▶ TASK OBJECTIVE
All entries are to be transcribed exactly. Pictures are not part of the copy.

▶ INPUT DATA

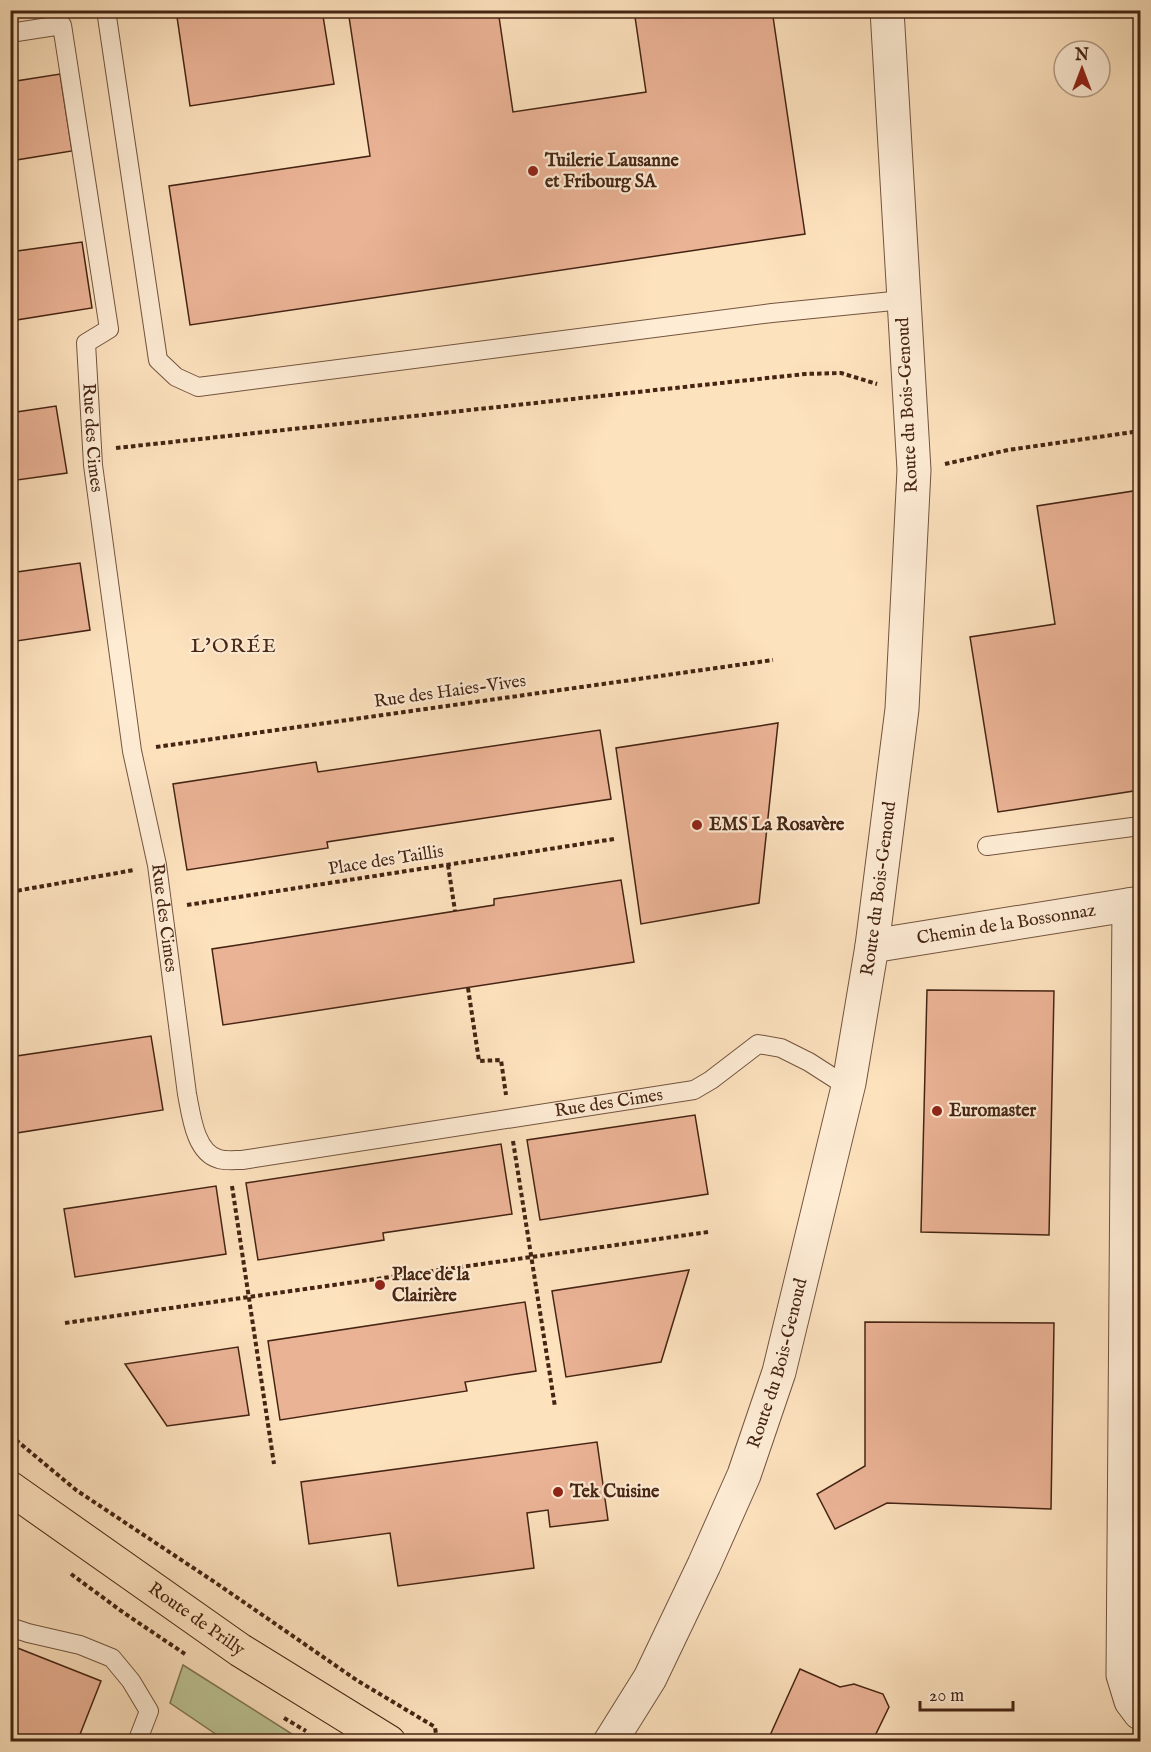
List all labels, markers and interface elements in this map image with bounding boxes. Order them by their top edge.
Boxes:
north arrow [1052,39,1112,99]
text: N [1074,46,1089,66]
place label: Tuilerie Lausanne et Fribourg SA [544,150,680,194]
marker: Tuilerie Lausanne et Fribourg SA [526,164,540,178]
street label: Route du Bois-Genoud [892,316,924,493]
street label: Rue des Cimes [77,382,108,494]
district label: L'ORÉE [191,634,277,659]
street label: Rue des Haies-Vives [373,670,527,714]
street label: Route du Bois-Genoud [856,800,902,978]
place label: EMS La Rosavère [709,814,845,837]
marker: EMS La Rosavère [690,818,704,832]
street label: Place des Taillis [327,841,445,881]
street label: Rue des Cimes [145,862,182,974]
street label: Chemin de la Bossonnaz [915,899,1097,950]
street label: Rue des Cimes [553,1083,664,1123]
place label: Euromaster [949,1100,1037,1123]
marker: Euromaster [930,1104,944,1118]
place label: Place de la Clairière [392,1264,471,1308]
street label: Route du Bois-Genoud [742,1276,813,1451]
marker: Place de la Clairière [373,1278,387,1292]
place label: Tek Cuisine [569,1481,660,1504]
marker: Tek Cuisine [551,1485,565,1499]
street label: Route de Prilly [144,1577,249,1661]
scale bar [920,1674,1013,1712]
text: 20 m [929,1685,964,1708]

▶ EXERCISE SOLUTION
List all labels, markers and interface elements in this map image with bounding boxes. Order them by their top edge.
Boxes:
north arrow [1052,39,1112,99]
text: N [1074,46,1089,66]
place label: Tuilerie Lausanne et Fribourg SA [544,150,680,194]
marker: Tuilerie Lausanne et Fribourg SA [526,164,540,178]
street label: Route du Bois-Genoud [892,316,924,493]
street label: Rue des Cimes [77,382,108,494]
district label: L'ORÉE [191,634,277,659]
street label: Rue des Haies-Vives [373,670,527,714]
street label: Route du Bois-Genoud [856,800,902,978]
place label: EMS La Rosavère [709,814,845,837]
marker: EMS La Rosavère [690,818,704,832]
street label: Place des Taillis [327,841,445,881]
street label: Rue des Cimes [145,862,182,974]
street label: Chemin de la Bossonnaz [915,899,1097,950]
street label: Rue des Cimes [553,1083,664,1123]
place label: Euromaster [949,1100,1037,1123]
marker: Euromaster [930,1104,944,1118]
place label: Place de la Clairière [392,1264,471,1308]
street label: Route du Bois-Genoud [742,1276,813,1451]
marker: Place de la Clairière [373,1278,387,1292]
place label: Tek Cuisine [569,1481,660,1504]
marker: Tek Cuisine [551,1485,565,1499]
street label: Route de Prilly [144,1577,249,1661]
scale bar [920,1674,1013,1712]
text: 20 m [929,1685,964,1708]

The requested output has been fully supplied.